A company that provides pay-per-minute telephone service to Hawaii prisoners and their families has agreed to pay up to $67 million to settle a lawsuit alleging the company has been improperly draining money out of some of its customers’ accounts.

People who used the payment system in the state correctional facilities and believe they may have been overcharged have until Tuesday to file an online claim in the federal District Court case, filed in Georgia and called Benson Githieya v Global Tel Link Corp.

The lawsuit alleges that from April 3, 2011 to Oct. 6, 2021, Global Tel Link or GTL had an “Inactivity Policy” that allowed the company to keep any money deposited in its system as advance payment for phone calls if the money wasn’t used within 180 days or less, according to an announcement of the settlement.

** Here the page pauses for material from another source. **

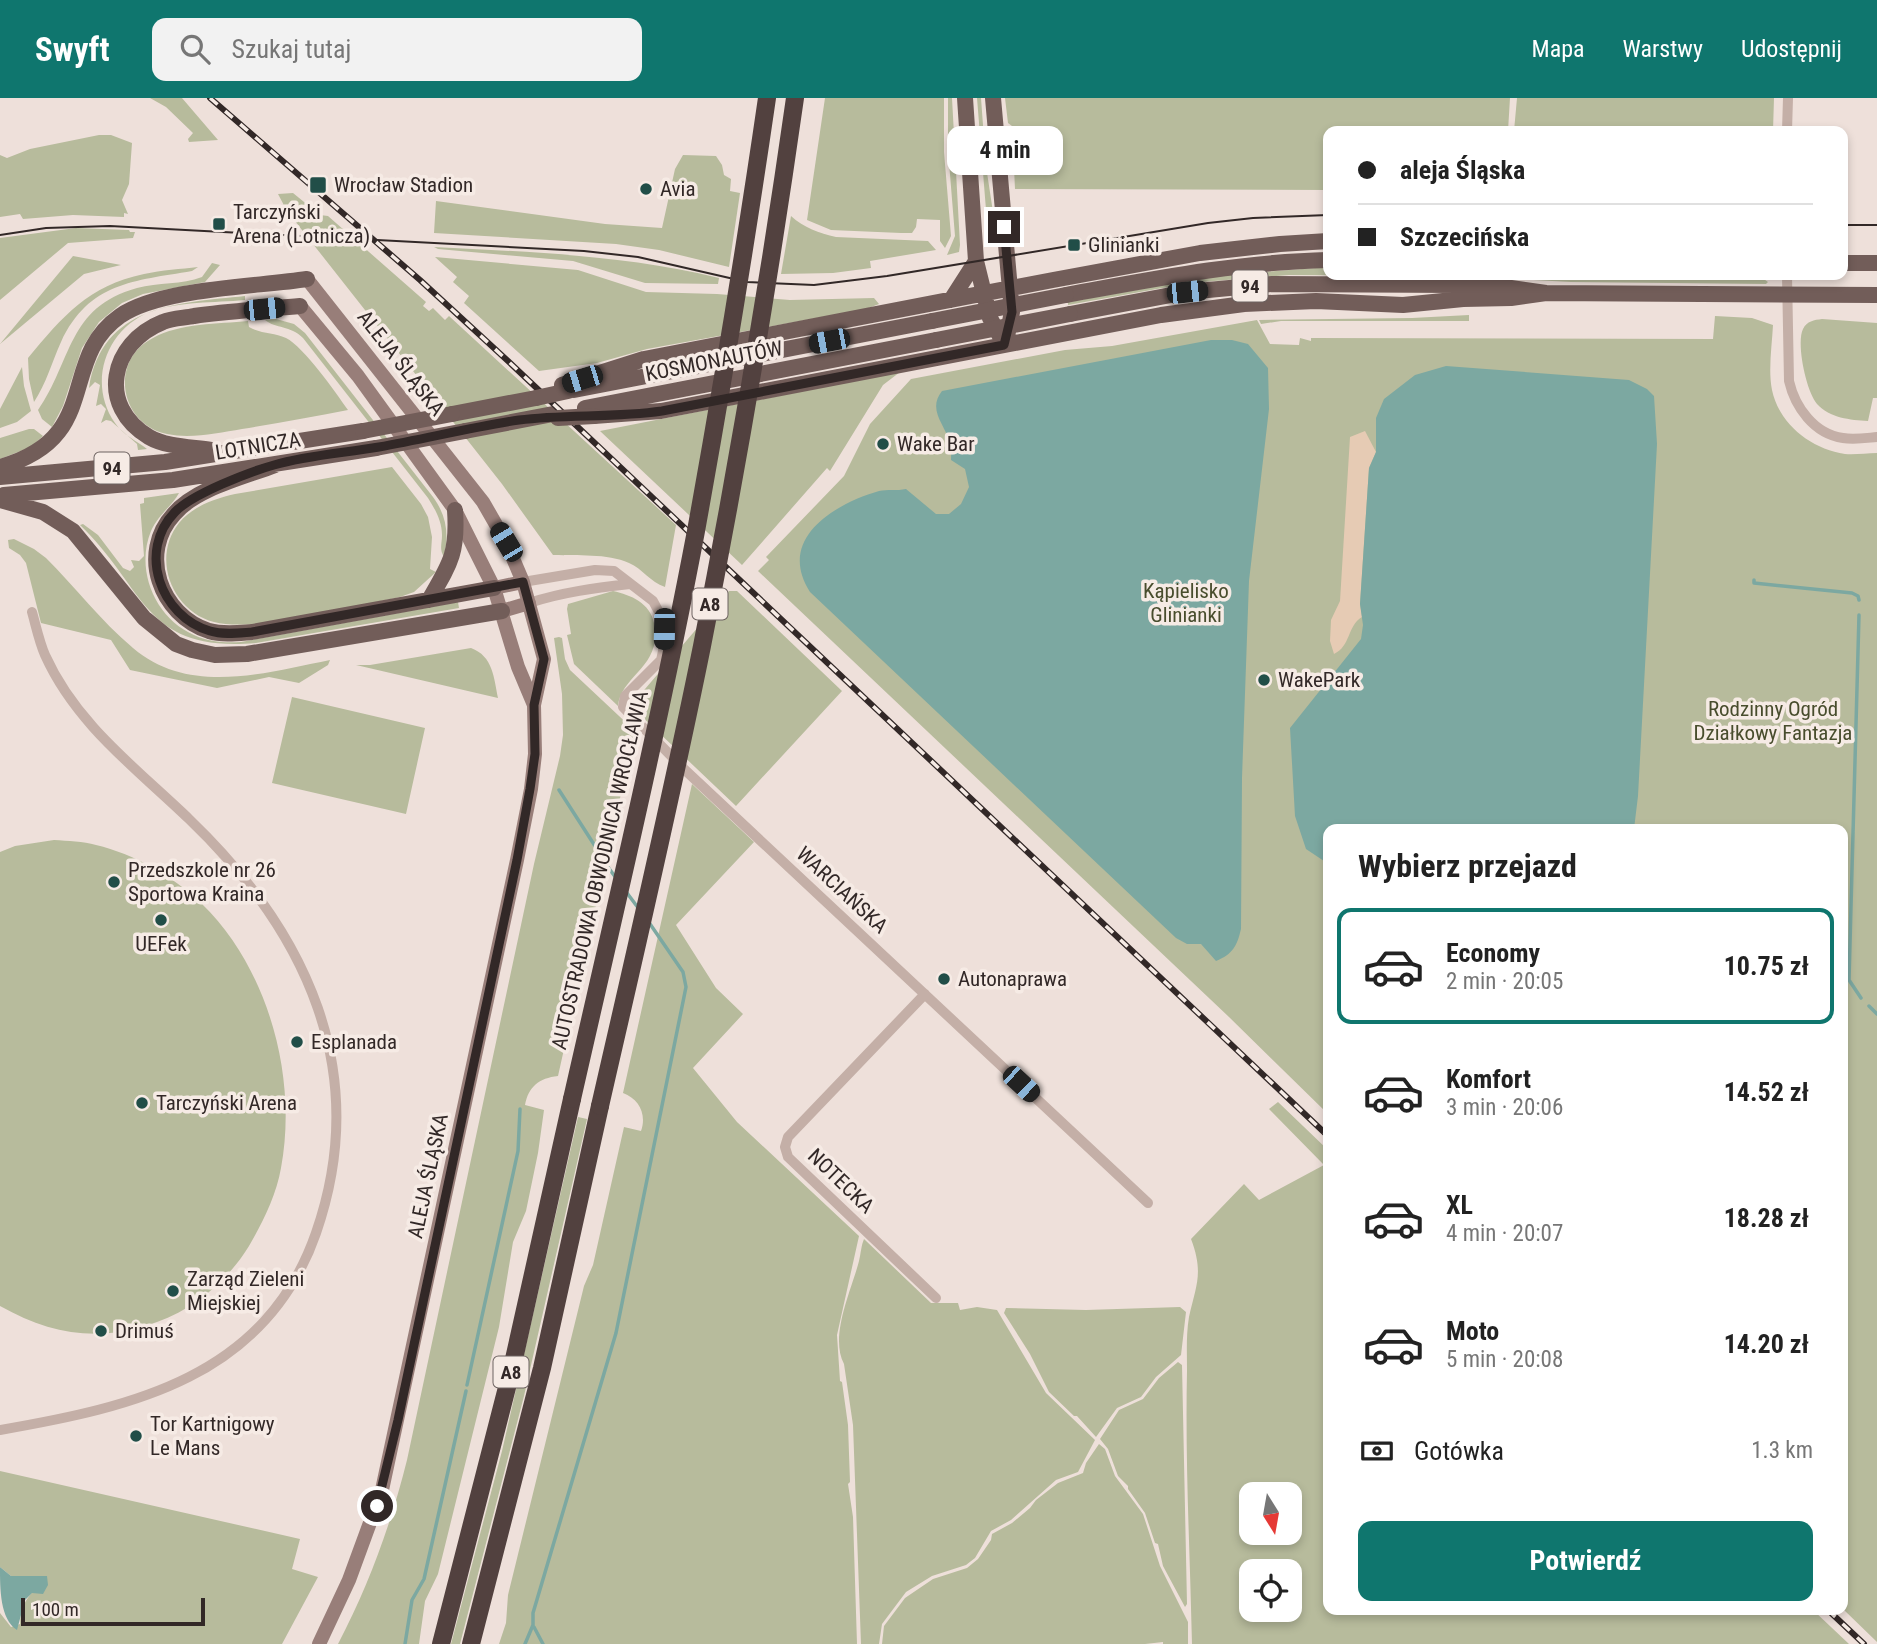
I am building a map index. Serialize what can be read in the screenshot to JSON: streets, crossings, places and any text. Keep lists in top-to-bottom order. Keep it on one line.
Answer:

The lawsuit alleges that GTL policy violated the contracts that inmate families had entered into when they set up accounts to use the automated GTL telephone system to make calls to inmates or receive calls from them. The practice of draining inactive accounts “unjustly enriched” the company, according to the lawsuit.

“GTL denies any and all wrongdoing of any kind, and denies any liability,” according to a court-approved announcement of the settlement. “The Court has not decided who is right.”

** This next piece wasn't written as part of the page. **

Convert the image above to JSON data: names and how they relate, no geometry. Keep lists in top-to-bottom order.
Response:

The company that provides phone service for inmates and their families has agreed to settle a federal lawsuit alleging it drained money from inmates’ accounts. Cory Lum/Civil Beat/2015

GTL provides services to more than 2,300 correctional facilities in all 50 states, and all Hawaii facilities use the GTL system under a contract the state signed with the company in 2017.

Hawaii was among the places where the company zeroed out accounts that had money in them that went unused for extended periods. More recently, the company has been restoring balances in the accounts when customers call to complain.

When asked if the settlement raises concerns about the use of GTL or if the state has any plans to discontinue the contract, prison spokeswoman Toni Schwartz said in a written response to questions that the state has no such plans.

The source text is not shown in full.